Л.З. быстро разыскал в телефонной книге фамилию генерала Малова – одного из уцелевших в тридцать седьмом, благодаря везучести и особенно зверскому рвению, чекиста – и стал уже набирать его номер, как вдруг снова услышал невдалеке от себя быстрый и тревожный шелест чьих-то живых крыльев. Затем лицо его овеял трепетный порыв прохладной волны воздуха. Странно, что у этой воздушной волны был почти неуловимый и совершенно неродственный привычно-затхловатому, бездарному букету квартирного воздуха запах…
Тогда Л.З. положил трубку и пошел закрыть дверь… Прикрывая ее, он помедлил, как медлят, с неохотой провожая приятного гостя и спеша напоследок наговориться, наговориться про запас, ибо чуял за спиною, в пространстве квартиры и еще дальше, куда даже мысленно заглянуть было жутковато, наползающий клоками болотных туманов холод одиночества.
Так он и стоял, смотря на лестничную площадку и не видя ее. Провожал, сам того не ведая, Уходящего, и сердце его разрывалось в эти мгновения не от сгустков крови в извести ветхих сосудов, а от последних остатков животворной детской тоски, беспрепятственно, то есть без помощи всякого сознания, проницающей в сокровеннейшие глубины бытия.
Ах, если бы знал тогда номенклатурный человечек нового типа, Кого он проводил, и Кто ему, незадолго перед этим великодушно давал последний шанс в оскудевшей до отвратительной крайности, в окончательной почти беспризорности жизни не расстаться со своим ангелом-хранителем! Если бы он только знал! Если бы он и в тот миг не отвратился от стоящего всех сокровищ мира и открытых банковских счетов знания некой Истины – самой ненавязчивой и самой необходимой всему нашему существу Истины!

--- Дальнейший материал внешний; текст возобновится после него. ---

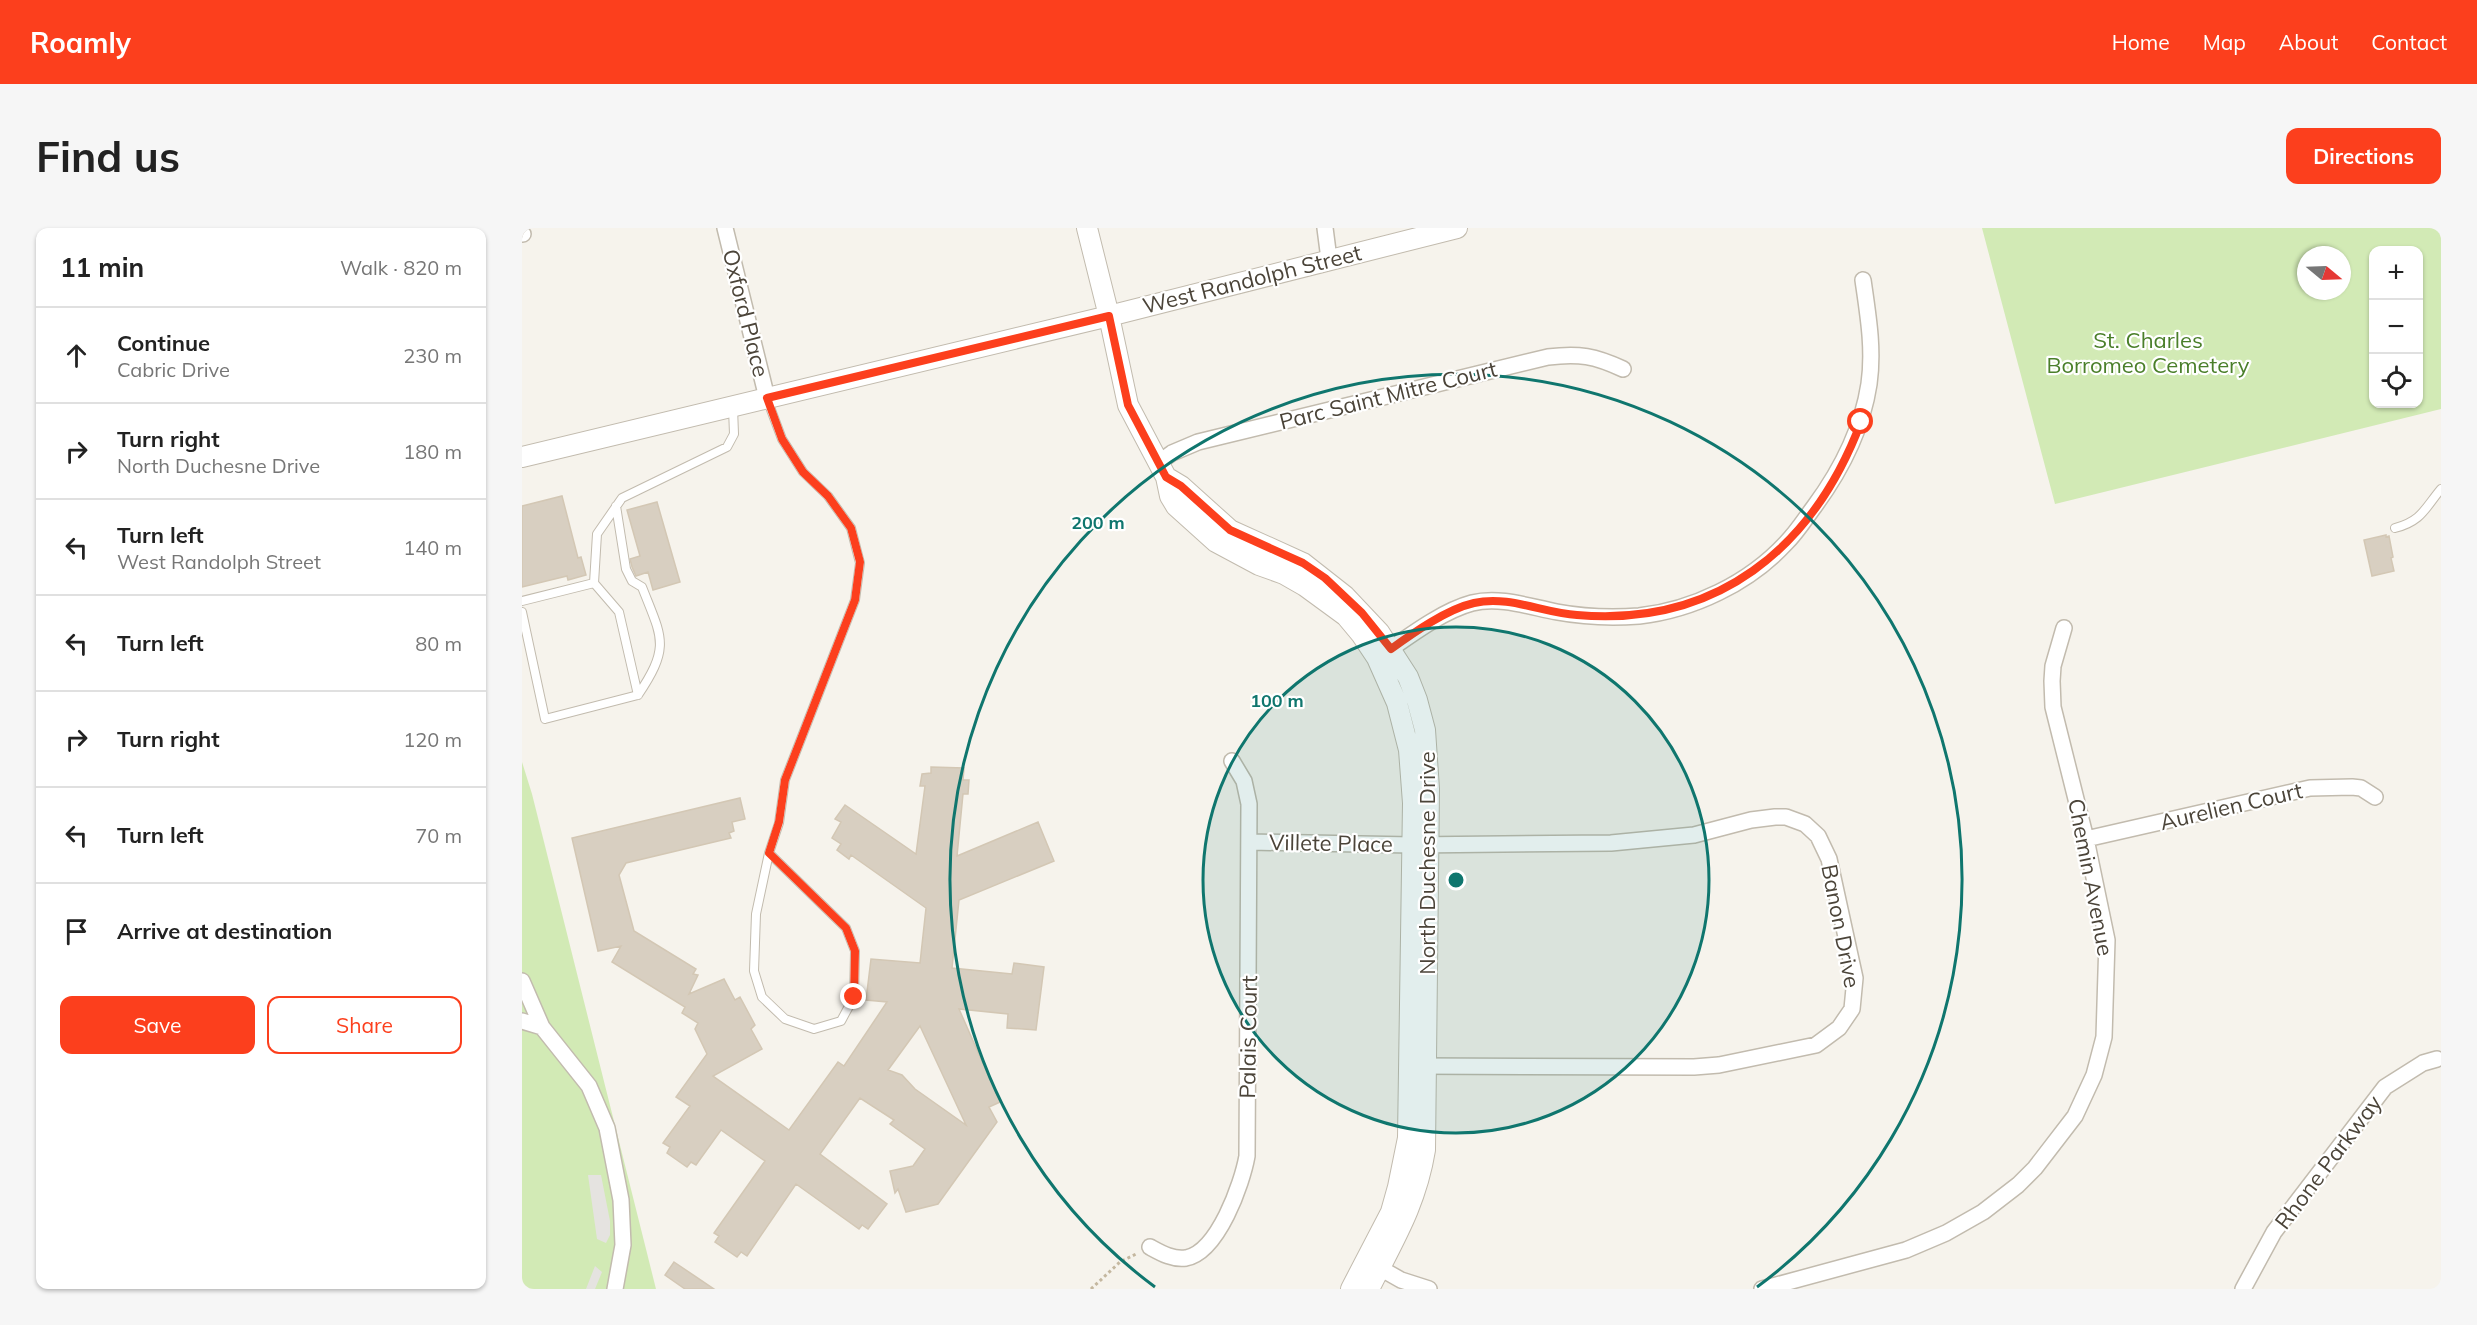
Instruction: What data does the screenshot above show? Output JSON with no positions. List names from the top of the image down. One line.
{"streets":{"street":["West Randolph Street","Oxford Place","Parc Saint Mitre Court","Aurelien Court","Villete Place","North Duchesne Drive","Chemin Avenue","Banon Drive","Palais Court","Rhone Parkway"]},"crossings":[["West Randolph Street","Oxford Place"],["West Randolph Street","North Duchesne Drive"],["Parc Saint Mitre Court","North Duchesne Drive"],["Aurelien Court","Chemin Avenue"],["Villete Place","North Duchesne Drive"],["Villete Place","Banon Drive"],["Villete Place","Palais Court"],["North Duchesne Drive","Banon Drive"]],"parks":["St. Charles Borromeo Cemetery"],"north":"right","page":{"header":"Roamly","nav":["Home","Map","About","Contact"],"buttons":["Directions",["Save","Share"]],"title":"Find us","heading":["11 min","Walk · 820 m"],"map_buttons":["+","−"],"list":[["Continue","Cabric Drive","230 m"],["Turn right","North Duchesne Drive","180 m"],["Turn left","West Randolph Street","140 m"],["Turn left","80 m"],["Turn right","120 m"],["Turn left","70 m"],"Arrive at destination"]},"rings":["200 m","100 m"]}
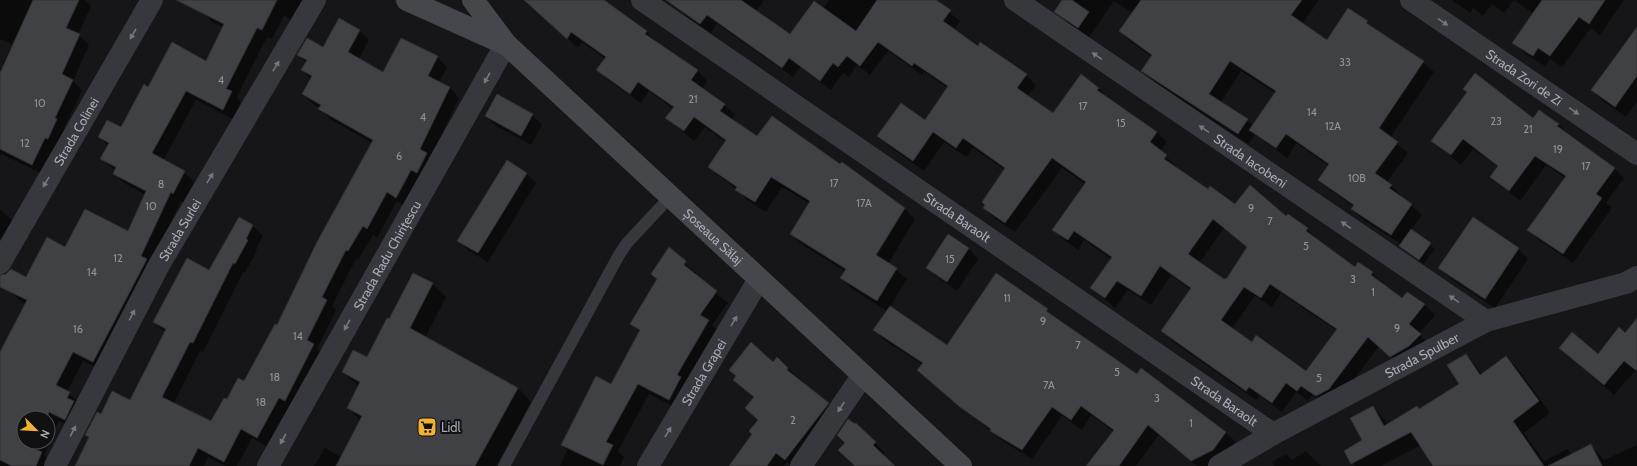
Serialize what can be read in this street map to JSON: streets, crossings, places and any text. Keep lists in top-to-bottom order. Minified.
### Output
{"streets":{"street":["Strada Zori de Zi","Strada Colinei","Strada Iacobeni","Strada Baraolt","Strada Surlei","Șoseaua Sălaj","Strada Radu Chirițescu","Strada Spulber","Strada Grapei"]},"crossings":[["Strada Iacobeni","Strada Spulber"],["Strada Baraolt","Strada Spulber"],["Șoseaua Sălaj","Strada Radu Chirițescu"],["Șoseaua Sălaj","Strada Grapei"]],"one_way":["Strada Zori de Zi","Strada Colinei","Strada Iacobeni","Strada Surlei","Strada Radu Chirițescu"],"places":{"supermarket":["Lidl"]},"house_numbers":["33","4","21","10","17","14","4","23","15","12A","21","12","19","6","17","10B","17","8","17A","10","9","7","5","12","15","14","3","1","11","9","9","16","14","7","5","18","5","7A","3","18","2","1"],"north":"bottom right"}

Истины того, что мы с какого-то неведомого нам момента до неведомого же срока находимся под бесценным призором ангела, не стесняющегося нашей свободы, обращающего в очистительный стыд, повергающего в неунизительный страх и умудряющего душу спасительным смыслом смирения, весьма, добавим, неприятного кичливой логике сознания…
Если бы он только знал!
И если бы знала тогда доведенная гнусной сталинщиной до полного отчаяния, но не потерявшая достоинства Рахиль Израилевна Раппопорт, что изгиляние над нею советского хамла было последней каплей, переполнившей чашу долготерпения ангела-хранителя Л.З., после чего и передал он своего подопечного с крыльев на крылья иным – суровым, абсолютно безжалостным Воинам.
И если бы она тогда знала, что присутствует при редко происходящем на людях моменте, ужасное значение которого не может быть вообще сравнимо с опостылевшими ей как человеку и врачу ужасами человеческих смертей и до странности многочисленных болезней.
Вполне возможно, открывшееся удержало бы ее от бесстрашного проклятия совершенно уже обездушенного больного, что и помогло бы, соответственно, отчаявшемуся ангелу черпануть из, надо полагать, неисчерпаемого чуток сил и терпения для сохранения хоть какой-то веры в человека, в Л.З. Мехлиса… И Рахиль Израилевна неизбежно была бы поддержана не самим образом истинного возмездия, а возможностью его и неотвратимостью еще здесь, в этой невыносимо уродливой, невыносимо нелепой, в невыразимо прекрасной жизни на Земле.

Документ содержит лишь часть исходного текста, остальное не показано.